» **EXERCISE DIRECTIONS**:
Copy each line of the data below in which the word "переулок" can be found.

» **PROVIDED RECORDS**:
━━━━━━━━━━━━━━━━━━━━
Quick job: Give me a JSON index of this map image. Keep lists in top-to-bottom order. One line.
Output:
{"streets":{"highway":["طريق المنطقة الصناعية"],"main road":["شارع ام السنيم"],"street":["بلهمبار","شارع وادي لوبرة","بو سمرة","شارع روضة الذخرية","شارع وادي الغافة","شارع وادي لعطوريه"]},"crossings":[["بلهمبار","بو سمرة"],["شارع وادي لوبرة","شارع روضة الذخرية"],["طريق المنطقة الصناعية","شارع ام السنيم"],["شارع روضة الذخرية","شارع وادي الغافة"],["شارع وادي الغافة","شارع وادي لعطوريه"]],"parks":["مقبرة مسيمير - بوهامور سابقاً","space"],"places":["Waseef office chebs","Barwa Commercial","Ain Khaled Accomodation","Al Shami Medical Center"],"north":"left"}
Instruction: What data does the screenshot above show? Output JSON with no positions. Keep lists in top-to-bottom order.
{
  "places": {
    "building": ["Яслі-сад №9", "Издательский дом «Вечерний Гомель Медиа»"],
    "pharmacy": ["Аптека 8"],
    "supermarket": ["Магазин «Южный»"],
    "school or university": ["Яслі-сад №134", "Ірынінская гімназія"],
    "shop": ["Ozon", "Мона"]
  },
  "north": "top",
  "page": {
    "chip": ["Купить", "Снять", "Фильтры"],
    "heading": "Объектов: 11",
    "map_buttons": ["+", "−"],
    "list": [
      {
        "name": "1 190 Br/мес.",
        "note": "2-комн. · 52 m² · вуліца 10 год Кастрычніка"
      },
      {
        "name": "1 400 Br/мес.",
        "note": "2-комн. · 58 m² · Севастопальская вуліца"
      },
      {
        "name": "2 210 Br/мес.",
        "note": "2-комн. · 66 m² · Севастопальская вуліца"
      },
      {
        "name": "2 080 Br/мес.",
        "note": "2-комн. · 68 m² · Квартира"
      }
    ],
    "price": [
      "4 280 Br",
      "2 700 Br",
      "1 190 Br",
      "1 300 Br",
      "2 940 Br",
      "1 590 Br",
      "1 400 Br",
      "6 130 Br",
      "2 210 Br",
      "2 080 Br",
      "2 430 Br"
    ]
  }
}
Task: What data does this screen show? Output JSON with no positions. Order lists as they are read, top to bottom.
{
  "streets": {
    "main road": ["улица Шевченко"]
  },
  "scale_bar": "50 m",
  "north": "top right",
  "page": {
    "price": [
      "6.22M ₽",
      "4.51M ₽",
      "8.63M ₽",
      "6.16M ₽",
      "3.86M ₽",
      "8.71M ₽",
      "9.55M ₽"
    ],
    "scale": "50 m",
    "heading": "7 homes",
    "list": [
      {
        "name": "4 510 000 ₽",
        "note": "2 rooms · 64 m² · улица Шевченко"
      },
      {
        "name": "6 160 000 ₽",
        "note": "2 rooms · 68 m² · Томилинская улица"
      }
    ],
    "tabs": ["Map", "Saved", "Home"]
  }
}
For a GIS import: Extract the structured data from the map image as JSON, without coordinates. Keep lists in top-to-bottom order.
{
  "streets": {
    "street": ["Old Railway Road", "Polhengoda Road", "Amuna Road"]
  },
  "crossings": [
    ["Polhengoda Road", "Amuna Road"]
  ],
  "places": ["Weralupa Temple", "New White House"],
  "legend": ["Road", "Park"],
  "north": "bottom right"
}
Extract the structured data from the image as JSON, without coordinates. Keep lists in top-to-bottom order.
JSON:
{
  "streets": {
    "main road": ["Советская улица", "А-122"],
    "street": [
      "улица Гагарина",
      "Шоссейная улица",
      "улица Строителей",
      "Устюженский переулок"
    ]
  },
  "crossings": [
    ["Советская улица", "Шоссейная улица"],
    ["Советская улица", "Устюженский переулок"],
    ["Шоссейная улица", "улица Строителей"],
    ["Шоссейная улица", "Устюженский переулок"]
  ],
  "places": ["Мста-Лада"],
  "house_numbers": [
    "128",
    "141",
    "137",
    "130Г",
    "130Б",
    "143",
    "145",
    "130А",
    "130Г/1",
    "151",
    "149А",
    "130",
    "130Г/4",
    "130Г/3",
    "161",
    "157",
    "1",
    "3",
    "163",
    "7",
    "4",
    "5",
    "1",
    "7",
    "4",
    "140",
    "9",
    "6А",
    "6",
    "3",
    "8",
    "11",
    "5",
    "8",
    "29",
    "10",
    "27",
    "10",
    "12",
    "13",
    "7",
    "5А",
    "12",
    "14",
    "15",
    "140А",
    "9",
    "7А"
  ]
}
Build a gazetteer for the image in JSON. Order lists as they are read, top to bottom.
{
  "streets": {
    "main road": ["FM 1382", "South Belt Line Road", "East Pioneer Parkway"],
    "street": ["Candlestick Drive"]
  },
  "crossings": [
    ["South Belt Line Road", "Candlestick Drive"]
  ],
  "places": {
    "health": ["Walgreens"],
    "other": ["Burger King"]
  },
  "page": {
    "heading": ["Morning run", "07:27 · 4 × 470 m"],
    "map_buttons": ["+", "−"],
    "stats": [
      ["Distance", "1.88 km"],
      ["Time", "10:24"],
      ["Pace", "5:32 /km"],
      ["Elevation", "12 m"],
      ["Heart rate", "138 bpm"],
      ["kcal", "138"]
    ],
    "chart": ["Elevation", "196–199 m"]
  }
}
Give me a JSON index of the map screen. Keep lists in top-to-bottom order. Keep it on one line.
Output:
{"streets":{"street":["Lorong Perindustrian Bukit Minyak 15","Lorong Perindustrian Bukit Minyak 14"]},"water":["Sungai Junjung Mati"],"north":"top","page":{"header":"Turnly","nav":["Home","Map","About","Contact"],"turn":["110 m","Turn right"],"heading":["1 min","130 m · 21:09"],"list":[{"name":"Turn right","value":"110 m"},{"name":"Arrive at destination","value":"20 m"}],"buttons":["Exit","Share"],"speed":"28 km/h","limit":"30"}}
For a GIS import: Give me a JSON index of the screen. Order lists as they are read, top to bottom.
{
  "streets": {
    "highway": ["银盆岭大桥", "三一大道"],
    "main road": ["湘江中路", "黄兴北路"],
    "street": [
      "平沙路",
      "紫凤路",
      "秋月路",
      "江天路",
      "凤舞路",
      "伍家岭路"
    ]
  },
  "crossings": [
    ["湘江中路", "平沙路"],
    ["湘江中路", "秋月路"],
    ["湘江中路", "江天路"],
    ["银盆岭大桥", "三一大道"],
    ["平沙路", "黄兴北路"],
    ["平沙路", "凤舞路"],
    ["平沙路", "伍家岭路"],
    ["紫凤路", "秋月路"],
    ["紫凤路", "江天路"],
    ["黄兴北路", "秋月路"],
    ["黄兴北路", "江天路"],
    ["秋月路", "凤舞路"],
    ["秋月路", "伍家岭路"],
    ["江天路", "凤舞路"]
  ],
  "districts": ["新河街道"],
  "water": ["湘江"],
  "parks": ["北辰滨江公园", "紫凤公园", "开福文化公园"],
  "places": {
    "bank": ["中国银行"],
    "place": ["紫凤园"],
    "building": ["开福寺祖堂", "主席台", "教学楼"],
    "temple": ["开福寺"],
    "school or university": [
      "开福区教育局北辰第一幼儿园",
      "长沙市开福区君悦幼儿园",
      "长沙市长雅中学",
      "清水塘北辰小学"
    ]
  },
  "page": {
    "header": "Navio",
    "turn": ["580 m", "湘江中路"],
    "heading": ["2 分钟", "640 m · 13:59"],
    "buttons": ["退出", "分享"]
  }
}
━━━━━━━━━━━━━━━━━━━━
» **TASK RESPONSE**:
      "Устюженский переулок"
    ["Советская улица", "Устюженский переулок"],
    ["Шоссейная улица", "Устюженский переулок"]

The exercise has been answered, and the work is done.